## TASK ITEM
Give the records below again exactly, and exclude each picture.

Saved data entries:
------------------------

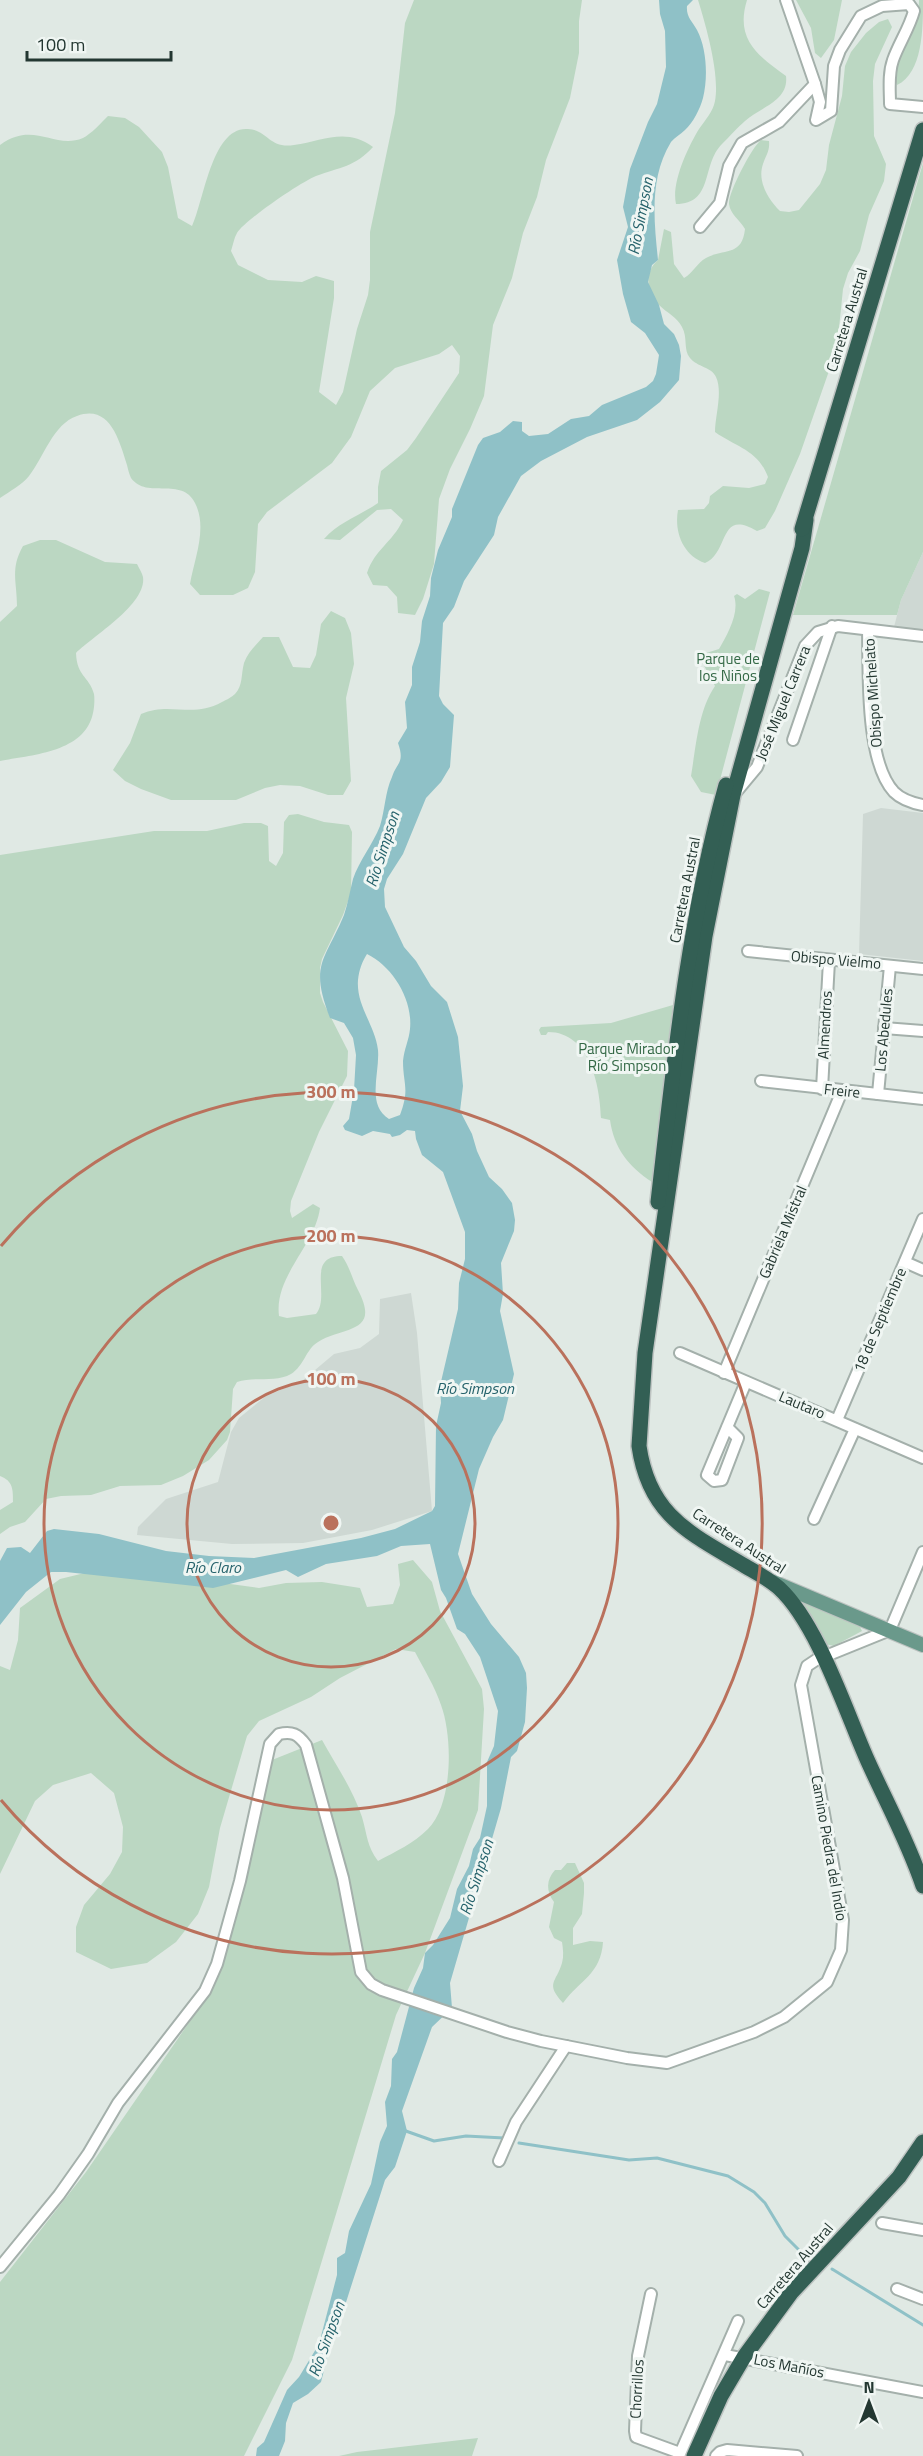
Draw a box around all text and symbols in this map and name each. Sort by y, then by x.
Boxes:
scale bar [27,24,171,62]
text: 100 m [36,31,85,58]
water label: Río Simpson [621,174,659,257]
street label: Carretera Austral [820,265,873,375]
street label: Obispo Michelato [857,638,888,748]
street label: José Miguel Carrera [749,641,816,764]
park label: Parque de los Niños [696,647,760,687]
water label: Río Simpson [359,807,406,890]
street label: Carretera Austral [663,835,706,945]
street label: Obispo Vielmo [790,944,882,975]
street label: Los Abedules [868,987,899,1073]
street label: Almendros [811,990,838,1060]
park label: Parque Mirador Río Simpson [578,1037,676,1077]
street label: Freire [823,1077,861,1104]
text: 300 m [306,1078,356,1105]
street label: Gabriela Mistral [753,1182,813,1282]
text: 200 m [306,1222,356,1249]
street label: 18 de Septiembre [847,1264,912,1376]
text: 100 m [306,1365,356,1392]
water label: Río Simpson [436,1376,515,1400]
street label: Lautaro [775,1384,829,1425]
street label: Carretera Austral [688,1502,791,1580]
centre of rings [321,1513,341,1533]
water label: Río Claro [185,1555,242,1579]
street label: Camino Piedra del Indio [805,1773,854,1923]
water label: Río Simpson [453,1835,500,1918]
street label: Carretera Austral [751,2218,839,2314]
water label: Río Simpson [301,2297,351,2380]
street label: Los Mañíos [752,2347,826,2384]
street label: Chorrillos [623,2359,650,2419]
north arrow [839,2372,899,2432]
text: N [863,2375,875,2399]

------------------------

## OUTPUT OF THE TASK
Draw a box around all text and symbols in this map and name each. Sort by y, then by x.
Boxes:
scale bar [27,24,171,62]
text: 100 m [36,31,85,58]
water label: Río Simpson [621,174,659,257]
street label: Carretera Austral [820,265,873,375]
street label: Obispo Michelato [857,638,888,748]
street label: José Miguel Carrera [749,641,816,764]
park label: Parque de los Niños [696,647,760,687]
water label: Río Simpson [359,807,406,890]
street label: Carretera Austral [663,835,706,945]
street label: Obispo Vielmo [790,944,882,975]
street label: Los Abedules [868,987,899,1073]
street label: Almendros [811,990,838,1060]
park label: Parque Mirador Río Simpson [578,1037,676,1077]
street label: Freire [823,1077,861,1104]
text: 300 m [306,1078,356,1105]
street label: Gabriela Mistral [753,1182,813,1282]
text: 200 m [306,1222,356,1249]
street label: 18 de Septiembre [847,1264,912,1376]
text: 100 m [306,1365,356,1392]
water label: Río Simpson [436,1376,515,1400]
street label: Lautaro [775,1384,829,1425]
street label: Carretera Austral [688,1502,791,1580]
centre of rings [321,1513,341,1533]
water label: Río Claro [185,1555,242,1579]
street label: Camino Piedra del Indio [805,1773,854,1923]
water label: Río Simpson [453,1835,500,1918]
street label: Carretera Austral [751,2218,839,2314]
water label: Río Simpson [301,2297,351,2380]
street label: Los Mañíos [752,2347,826,2384]
street label: Chorrillos [623,2359,650,2419]
north arrow [839,2372,899,2432]
text: N [863,2375,875,2399]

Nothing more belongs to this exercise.